WORK INSTRUCTIONS ::
Only the lines running from the line with "Read the map" to the end of the records below belong in the answer, each copied exactly.

THE DATA ::
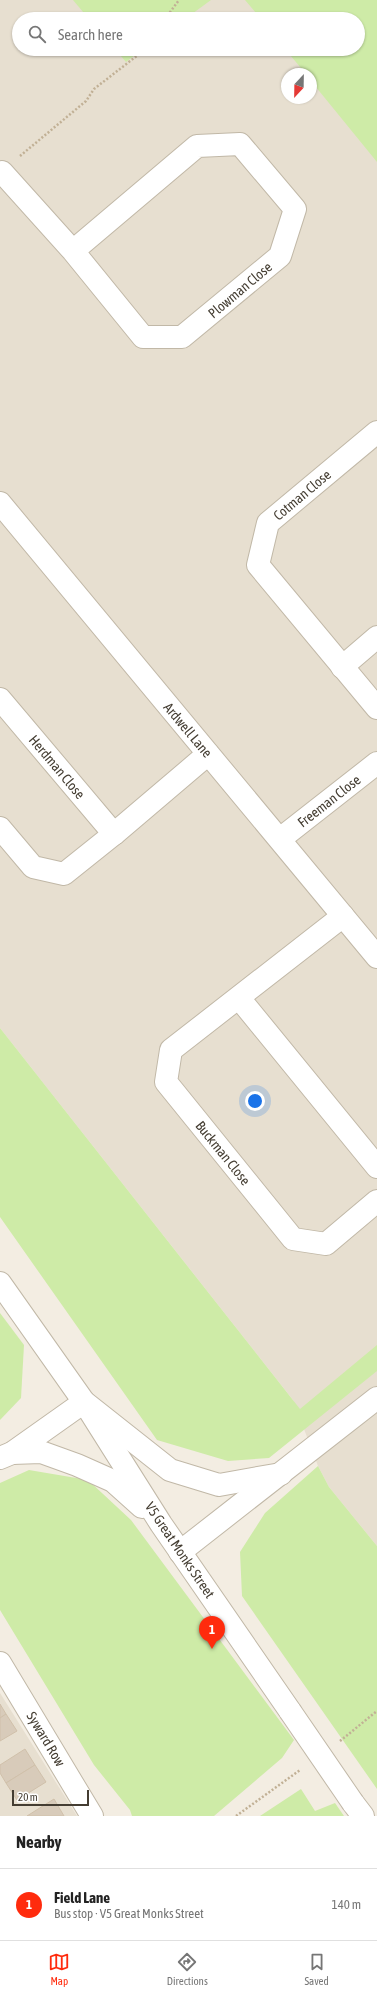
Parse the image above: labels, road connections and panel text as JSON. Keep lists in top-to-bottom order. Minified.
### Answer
{"streets":{"street":["Plowman Close","Cotman Close","Ardwell Lane","Herdman Close","Freeman Close","Buckman Close","V5 Great Monks Street","Syward Row"]},"crossings":[["Ardwell Lane","Freeman Close"],["Ardwell Lane","Buckman Close"]],"scale_bar":"20 m","north":"bottom","page":{"search":"Search here","pins":"1","scale":"20 m","heading":"Nearby","list":[{"mark":"1","name":"Field Lane","note":"Bus stop · V5 Great Monks Street","value":"140 m"}],"nav":["Map","Directions","Saved"]}}
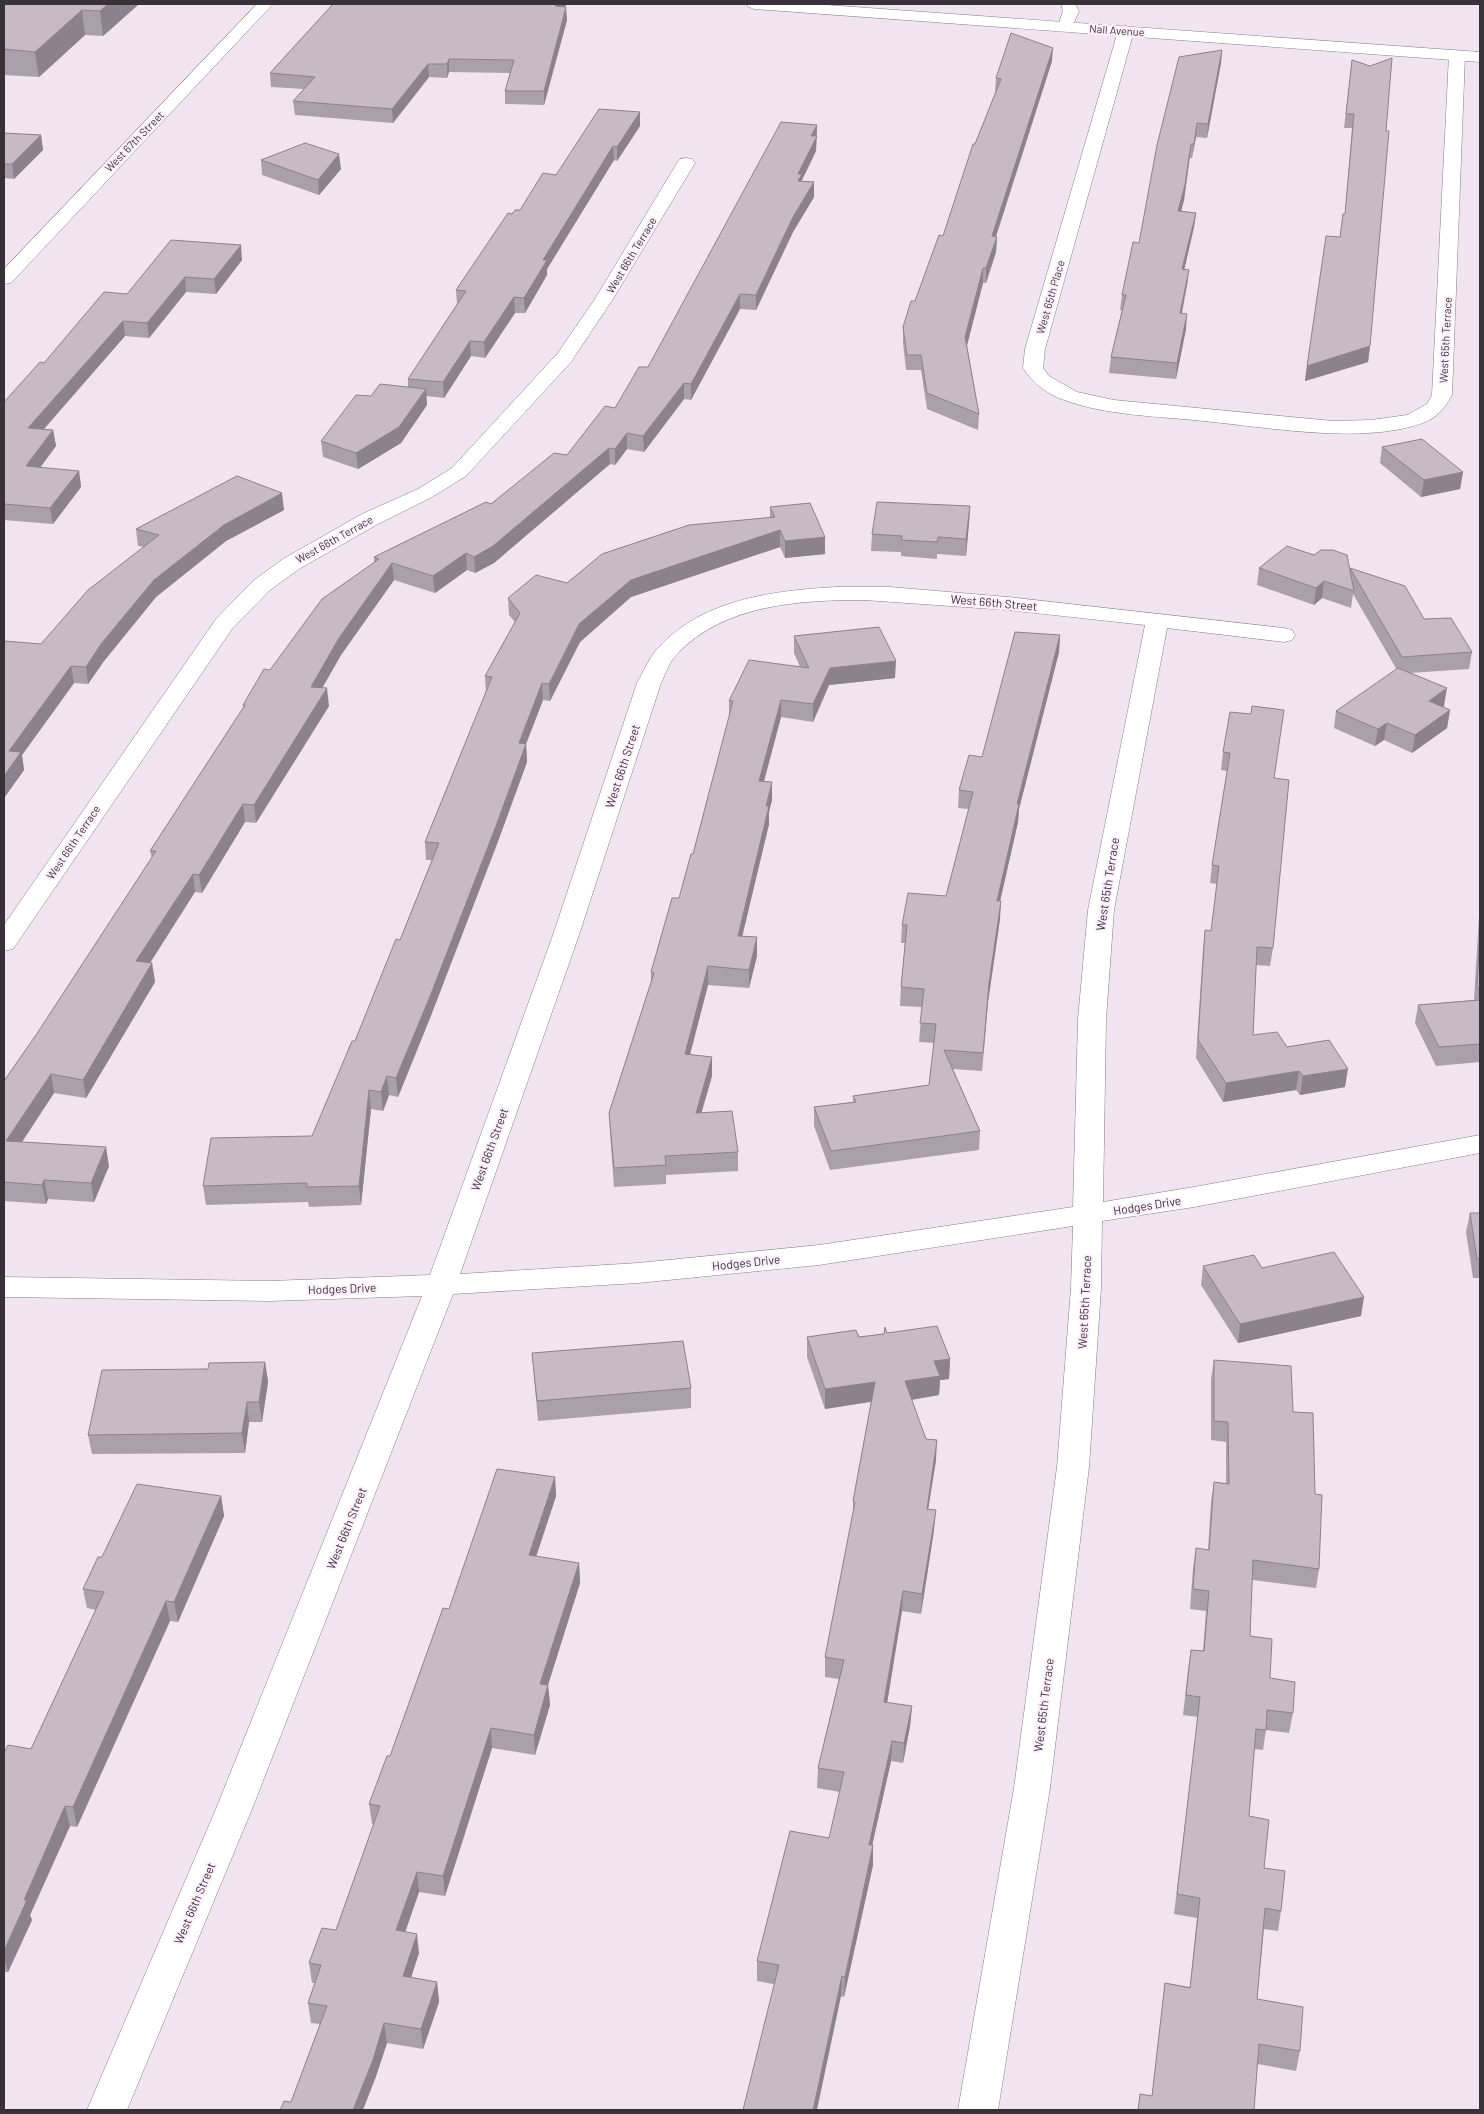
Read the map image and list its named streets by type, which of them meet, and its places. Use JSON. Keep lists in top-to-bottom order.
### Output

TASK RESULT ::
Read the map image and list its named streets by type, which of them meet, and its places. Use JSON. Keep lists in top-to-bottom order.
### Output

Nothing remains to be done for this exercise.